■ **TASK STATEMENT**: Copy out each line of the data below in which the string "weight" appears.

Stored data
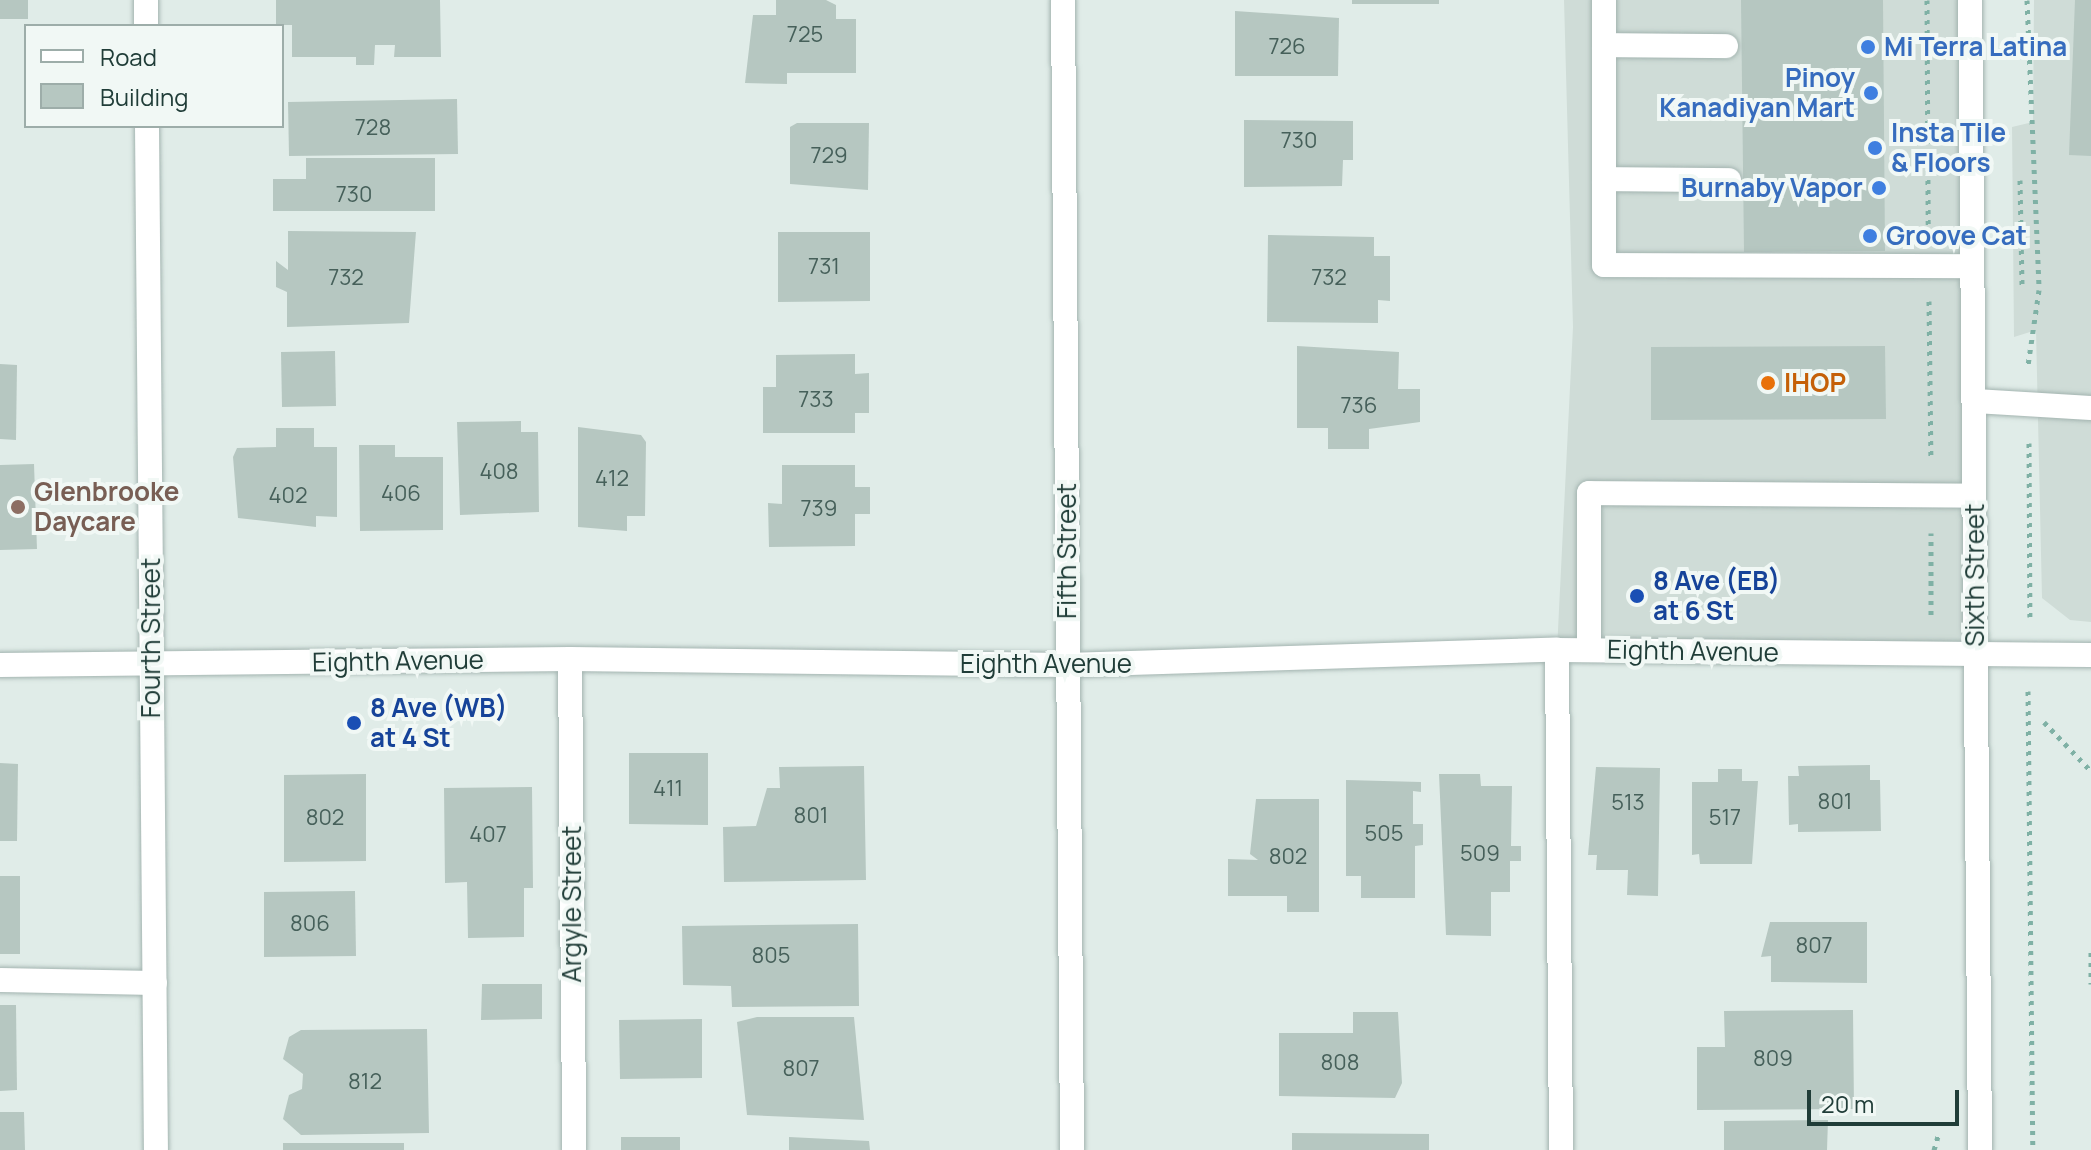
<!DOCTYPE html>
<html>
<head>
<meta charset="utf-8">
<style>
  body { margin:0 }
  #map { position:relative; width:2091px; height:1150px; overflow:hidden; background:#e0ece8; font-family:Manrope,sans-serif }
  div>[style] { position:absolute }
  [style*='--x'] { left:calc(var(--x)*1px); top:calc(var(--y)*1px); width:calc(var(--w)*1px); rotate:calc(var(--a)*1deg) }
  .built>* { inset:0; background:#cfdcd7 }
  .building>* { inset:0; background:#b6c7c1 }
  .path>* { height:5px; margin-top:-2.5px; transform-origin:0; background:repeating-linear-gradient(90deg,#7fb1a5 0 4px,transparent 0 10px) }
  .roads { filter:drop-shadow(0 0 2px #a3b4b0) drop-shadow(0 0 2px #a3b4b0) }
  .service>* { height:24px; margin:-12px; padding:0 12px; transform-origin:12px; border-radius:12px; background:#fff }
  .minor>* { height:24px; margin:-12px; padding:0 12px; transform-origin:12px; border-radius:12px; background:#fff }
  .tertiary>* { height:24px; margin:-12px; padding:0 12px; transform-origin:12px; border-radius:12px; background:#fff }
  .dots>* { width:22px; height:22px; translate:-50% -50%; box-sizing:border-box; border:4px solid #f1f8f5; border-radius:50% }
  span { translate:-50% -50%; white-space:nowrap; text-align:center; line-height:1.15; -webkit-text-stroke:8px #f1f8f5; paint-order:stroke }
  .number-label { font-size:22px; color:#46605a }
  .number-label span { -webkit-text-stroke-width:0 }
  .shop-label { font-size:26px; color:#366cbe; font-weight:700 }
  .left { translate:0 -50%; text-align:left }
  .right { translate:-100% -50%; text-align:right }
  .food-label { font-size:26px; color:#c56008; font-weight:700 }
  .education-label { font-size:26px; color:#785e54; font-weight:700 }
  .street-label { font-size:26px; color:#203d38 }
  .transit-label { font-size:26px; color:#164399; font-weight:700 }
  .legend { position:absolute; left:24px; top:24px; width:260px; height:104px; box-sizing:border-box; background:#f1f8f5; border:2px solid #9dada9; margin:0; padding:10px 14px; list-style:none; font-size:24px; color:#203d38 }
  .legend li { display:flex; align-items:center; gap:16px; height:40px }
  .legend b { width:40px; border:2px solid #9dada9 }
  .scale { position:absolute; left:1807px; top:1090px; width:152px; height:36px; box-sizing:border-box; border:4px solid #203d38; border-top:0; padding-left:10px; font-size:24px; line-height:28px; white-space:nowrap; color:#203d38; -webkit-text-stroke:6px #f1f8f5; paint-order:stroke }
</style>
</head>
<body>
<div id="map">
  <div class="built">
    <i style="clip-path:polygon(1564px 0,1970px 0,1975px 656px,1557px 650px,1573px 327px)"></i>
    <i style="clip-path:polygon(2034px 0,2091px 0,2091px 622px,2070px 620px,2042px 598px,2036px 330px,2014px 337px,2012px 127px,2033px 122px)"></i>
  </div>
  <div class="building">
    <i style="clip-path:polygon(0 0,28px 0,28px 19px,0 19px)"></i>
    <i style="clip-path:polygon(276px 0,440px 0,441px 57px,394px 57px,395px 45px,375px 45px,374px 65px,356px 65px,356px 57px,292px 57px,292px 25px,276px 25px)"></i>
    <i style="clip-path:polygon(776px 0,826px 0,836px 5px,836px 19px,856px 19px,856px 73px,787px 73px,787px 84px,745px 83px,753px 15px,776px 15px)"></i>
    <i style="clip-path:polygon(1352px 0,1439px 0,1439px 4px,1352px 4px)"></i>
    <i style="clip-path:polygon(1741px 0,1883px 0,1885px 251px,1744px 252px)"></i>
    <i style="clip-path:polygon(2075px 0,2091px 0,2091px 156px,2069px 155px)"></i>
    <i style="clip-path:polygon(1235px 11px,1339px 18px,1338px 76px,1235px 76px)"></i>
    <i style="clip-path:polygon(457px 99px,458px 154px,289px 156px,288px 102px)"></i>
    <i style="clip-path:polygon(1244px 120px,1353px 121px,1353px 160px,1343px 160px,1342px 186px,1244px 187px)"></i>
    <i style="clip-path:polygon(797px 123px,869px 123px,868px 190px,790px 184px,790px 127px)"></i>
    <i style="clip-path:polygon(306px 158px,435px 158px,435px 211px,273px 211px,273px 179px,306px 179px)"></i>
    <i style="clip-path:polygon(288px 231px,416px 232px,409px 323px,287px 327px,287px 292px,276px 287px,276px 261px,288px 270px)"></i>
    <i style="clip-path:polygon(778px 232px,870px 232px,870px 301px,778px 302px)"></i>
    <i style="clip-path:polygon(1268px 235px,1374px 237px,1374px 256px,1390px 256px,1390px 301px,1378px 300px,1378px 323px,1267px 322px)"></i>
    <i style="clip-path:polygon(1297px 346px,1399px 352px,1398px 389px,1420px 389px,1420px 422px,1369px 429px,1369px 449px,1328px 449px,1328px 428px,1297px 428px)"></i>
    <i style="clip-path:polygon(1885px 346px,1886px 419px,1651px 420px,1651px 347px)"></i>
    <i style="clip-path:polygon(335px 351px,336px 406px,282px 407px,281px 352px)"></i>
    <i style="clip-path:polygon(855px 354px,855px 374px,869px 373px,869px 413px,855px 413px,855px 433px,763px 433px,763px 387px,776px 387px,776px 355px)"></i>
    <i style="clip-path:polygon(0 364px,17px 365px,16px 440px,0 439px)"></i>
    <i style="clip-path:polygon(521px 421px,521px 432px,538px 432px,539px 512px,460px 515px,457px 422px)"></i>
    <i style="clip-path:polygon(578px 427px,641px 435px,646px 442px,645px 516px,627px 516px,627px 531px,578px 527px)"></i>
    <i style="clip-path:polygon(276px 428px,314px 428px,314px 447px,337px 447px,337px 517px,316px 516px,316px 527px,238px 518px,233px 457px,237px 448px,276px 447px)"></i>
    <i style="clip-path:polygon(359px 445px,395px 445px,395px 457px,443px 457px,443px 530px,360px 531px)"></i>
    <i style="clip-path:polygon(34px 464px,37px 549px,0 550px,0 465px)"></i>
    <i style="clip-path:polygon(782px 465px,855px 465px,855px 487px,870px 487px,870px 514px,855px 514px,855px 546px,769px 547px,768px 503px,782px 504px)"></i>
    <i style="clip-path:polygon(629px 753px,708px 753px,708px 825px,629px 824px)"></i>
    <i style="clip-path:polygon(0 763px,18px 764px,17px 841px,0 841px)"></i>
    <i style="clip-path:polygon(1870px 765px,1870px 780px,1880px 780px,1881px 831px,1798px 832px,1798px 824px,1789px 825px,1788px 776px,1799px 776px,1798px 766px)"></i>
    <i style="clip-path:polygon(864px 766px,866px 880px,724px 882px,723px 827px,756px 826px,767px 788px,780px 788px,779px 767px)"></i>
    <i style="clip-path:polygon(1596px 767px,1660px 768px,1658px 896px,1627px 895px,1628px 870px,1596px 870px,1597px 855px,1588px 855px)"></i>
    <i style="clip-path:polygon(1718px 769px,1742px 769px,1742px 781px,1758px 781px,1752px 864px,1700px 864px,1699px 854px,1692px 855px,1692px 782px,1718px 782px)"></i>
    <i style="clip-path:polygon(366px 774px,366px 861px,284px 862px,284px 775px)"></i>
    <i style="clip-path:polygon(1439px 774px,1480px 774px,1481px 786px,1512px 786px,1511px 846px,1521px 846px,1521px 861px,1510px 861px,1510px 892px,1491px 892px,1491px 936px,1446px 935px)"></i>
    <i style="clip-path:polygon(1346px 780px,1421px 782px,1421px 792px,1413px 791px,1413px 824px,1423px 824px,1423px 845px,1415px 846px,1415px 898px,1361px 898px,1361px 876px,1346px 876px)"></i>
    <i style="clip-path:polygon(532px 787px,533px 888px,524px 888px,524px 937px,468px 938px,467px 882px,445px 883px,444px 788px)"></i>
    <i style="clip-path:polygon(1256px 799px,1319px 799px,1319px 912px,1287px 912px,1287px 896px,1228px 896px,1228px 859px,1258px 860px,1250px 854px)"></i>
    <i style="clip-path:polygon(0 876px,20px 876px,20px 954px,0 954px)"></i>
    <i style="clip-path:polygon(355px 891px,356px 956px,264px 957px,264px 892px)"></i>
    <i style="clip-path:polygon(1770px 922px,1867px 922px,1867px 983px,1771px 982px,1771px 956px,1761px 957px)"></i>
    <i style="clip-path:polygon(858px 924px,859px 1006px,732px 1007px,731px 986px,683px 985px,682px 926px)"></i>
    <i style="clip-path:polygon(482px 984px,542px 984px,542px 1019px,481px 1020px)"></i>
    <i style="clip-path:polygon(0 1005px,16px 1005px,17px 1090px,0 1091px)"></i>
    <i style="clip-path:polygon(1853px 1010px,1854px 1109px,1697px 1110px,1697px 1047px,1725px 1047px,1724px 1011px)"></i>
    <i style="clip-path:polygon(1353px 1012px,1398px 1012px,1402px 1083px,1395px 1098px,1279px 1096px,1279px 1033px,1353px 1033px)"></i>
    <i style="clip-path:polygon(757px 1017px,854px 1017px,864px 1120px,747px 1115px,737px 1022px)"></i>
    <i style="clip-path:polygon(702px 1019px,702px 1078px,620px 1079px,619px 1020px)"></i>
    <i style="clip-path:polygon(427px 1029px,429px 1133px,301px 1135px,283px 1119px,289px 1095px,302px 1089px,303px 1074px,283px 1059px,289px 1037px,301px 1030px)"></i>
    <i style="clip-path:polygon(0 1112px,24px 1112px,25px 1150px,0 1150px)"></i>
    <i style="clip-path:polygon(1828px 1120px,1827px 1150px,1724px 1150px,1724px 1121px)"></i>
    <i style="clip-path:polygon(1292px 1133px,1429px 1134px,1429px 1150px,1292px 1150px)"></i>
    <i style="clip-path:polygon(621px 1137px,680px 1137px,680px 1150px,621px 1150px)"></i>
    <i style="clip-path:polygon(789px 1137px,869px 1141px,870px 1150px,789px 1150px)"></i>
    <i style="clip-path:polygon(283px 1143px,404px 1143px,404px 1150px,283px 1150px)"></i>
  </div>
  <div class="path">
    <i style="--x:1927;--y:0;--w:227;--a:89.7"></i>
    <i style="--x:2027;--y:0;--w:290;--a:87.6"></i>
    <i style="--x:2039;--y:290;--w:76;--a:98.3"></i>
    <i style="--x:2020;--y:180;--w:108;--a:88.9"></i>
    <i style="--x:1929;--y:301;--w:158;--a:89.3"></i>
    <i style="--x:2029;--y:443;--w:174;--a:89.7"></i>
    <i style="--x:1931;--y:615;--w:82;--a:-90"></i>
    <i style="--x:2028;--y:691;--w:459;--a:89.4"></i>
    <i style="--x:2044;--y:722;--w:68;--a:46.2"></i>
    <i style="--x:2091;--y:952;--w:32;--a:90"></i>
    <i style="--x:1934;--y:1150;--w:19;--a:-74"></i>
  </div>
  <div class="roads">
    <div class="service">
      <i style="--x:1604;--y:0;--w:265;--a:90"></i>
      <i style="--x:1604;--y:265;--w:368;--a:0.2"></i>
      <i style="--x:1604;--y:45;--w:122;--a:0.5"></i>
      <i style="--x:1604;--y:179;--w:125;--a:0.5"></i>
      <i style="--x:1975;--y:401;--w:116;--a:3.5"></i>
      <i style="--x:1557;--y:650;--w:500;--a:89.54"></i>
      <i style="--x:1589;--y:650;--w:157;--a:-90"></i>
      <i style="--x:1589;--y:493;--w:385;--a:0.4"></i>
      <i style="--x:570;--y:659;--w:491;--a:89.5"></i>
      <i style="--x:0;--y:980;--w:155;--a:1.1"></i>
    </div>
    <div class="minor">
      <i style="--x:146;--y:0;--w:26;--a:90"></i>
      <i style="--x:1063;--y:0;--w:1150;--a:89.55"></i>
      <i style="--x:147;--y:126;--w:1024;--a:89.5"></i>
    </div>
    <div class="tertiary">
      <i style="--x:1970;--y:0;--w:1150;--a:89.5"></i>
      <i style="--x:0;--y:665;--w:570;--a:-0.6"></i>
      <i style="--x:570;--y:659;--w:497;--a:0.7"></i>
      <i style="--x:1067;--y:665;--w:490;--a:-1.8"></i>
      <i style="--x:1557;--y:650;--w:534;--a:0.54"></i>
    </div>
  </div>
  <div class="dots">
    <i style="left:1868px;top:47px;background:#3f7fe0"></i>
    <i style="left:1871px;top:93px;background:#3f7fe0"></i>
    <i style="left:1875px;top:148px;background:#3f7fe0"></i>
    <i style="left:1879px;top:188px;background:#3f7fe0"></i>
    <i style="left:1870px;top:236px;background:#3f7fe0"></i>
    <i style="left:1768px;top:383px;background:#e8710a"></i>
    <i style="left:18px;top:507px;background:#8d6e63"></i>
    <i style="left:1637px;top:596px;background:#1a4fb4"></i>
    <i style="left:354px;top:723px;background:#1a4fb4"></i>
  </div>
  <div class="number-label">
    <span style="left:805px;top:35px">725</span>
    <span style="left:1287px;top:47px">726</span>
    <span style="left:373px;top:128px">728</span>
    <span style="left:1299px;top:141px">730</span>
    <span style="left:829px;top:156px">729</span>
    <span style="left:354px;top:195px">730</span>
    <span style="left:824px;top:267px">731</span>
    <span style="left:346px;top:278px">732</span>
    <span style="left:1329px;top:278px">732</span>
    <span style="left:816px;top:400px">733</span>
    <span style="left:1359px;top:406px">736</span>
    <span style="left:499px;top:472px">408</span>
    <span style="left:612px;top:479px">412</span>
    <span style="left:401px;top:494px">406</span>
    <span style="left:288px;top:496px">402</span>
    <span style="left:819px;top:509px">739</span>
    <span style="left:668px;top:789px">411</span>
    <span style="left:1835px;top:802px">801</span>
    <span style="left:1628px;top:803px">513</span>
    <span style="left:811px;top:816px">801</span>
    <span style="left:325px;top:818px">802</span>
    <span style="left:1725px;top:818px">517</span>
    <span style="left:1384px;top:834px">505</span>
    <span style="left:488px;top:835px">407</span>
    <span style="left:1480px;top:854px">509</span>
    <span style="left:1288px;top:857px">802</span>
    <span style="left:310px;top:924px">806</span>
    <span style="left:1814px;top:946px">807</span>
    <span style="left:771px;top:956px">805</span>
    <span style="left:1773px;top:1059px">809</span>
    <span style="left:1340px;top:1063px">808</span>
    <span style="left:801px;top:1069px">807</span>
    <span style="left:365px;top:1082px">812</span>
  </div>
  <div class="shop-label">
    <span class="left" style="left:1884px;top:47px">Mi Terra Latina</span>
    <span class="right" style="left:1855px;top:93px">Pinoy<br>Kanadiyan Mart</span>
    <span class="left" style="left:1891px;top:148px">Insta Tile<br>&amp; Floors</span>
    <span class="right" style="left:1863px;top:188px">Burnaby Vapor</span>
    <span class="left" style="left:1886px;top:236px">Groove Cat</span>
  </div>
  <div class="food-label">
    <span class="left" style="left:1784px;top:383px">IHOP</span>
  </div>
  <div class="education-label">
    <span class="left" style="left:34px;top:507px">Glenbrooke<br>Daycare</span>
  </div>
  <div class="street-label">
    <span style="left:1067px;top:551px;rotate:-90deg">Fifth Street</span>
    <span style="left:1975px;top:575px;rotate:-90deg">Sixth Street</span>
    <span style="left:151px;top:638px;rotate:-90deg">Fourth Street</span>
    <span style="left:1693px;top:651px;rotate:1deg">Eighth Avenue</span>
    <span style="left:398px;top:661px;rotate:-1deg">Eighth Avenue</span>
    <span style="left:1046px;top:664px">Eighth Avenue</span>
    <span style="left:572px;top:904px;rotate:-90deg">Argyle Street</span>
  </div>
  <div class="transit-label">
    <span class="left" style="left:1653px;top:596px">8 Ave (EB)<br>at 6 St</span>
    <span class="left" style="left:370px;top:723px">8 Ave (WB)<br>at 4 St</span>
  </div>
  <ul class="legend">
  <li><b style="height:10px;background:#fff"></b>Road</li>
  <li><b style="height:22px;background:#b6c7c1"></b>Building</li>
  </ul>
  <div class="scale">20 m</div>
</div>
</body>
</html>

■ **RESPONSE AREA**:
  .shop-label { font-size:26px; color:#366cbe; font-weight:700 }
  .food-label { font-size:26px; color:#c56008; font-weight:700 }
  .education-label { font-size:26px; color:#785e54; font-weight:700 }
  .transit-label { font-size:26px; color:#164399; font-weight:700 }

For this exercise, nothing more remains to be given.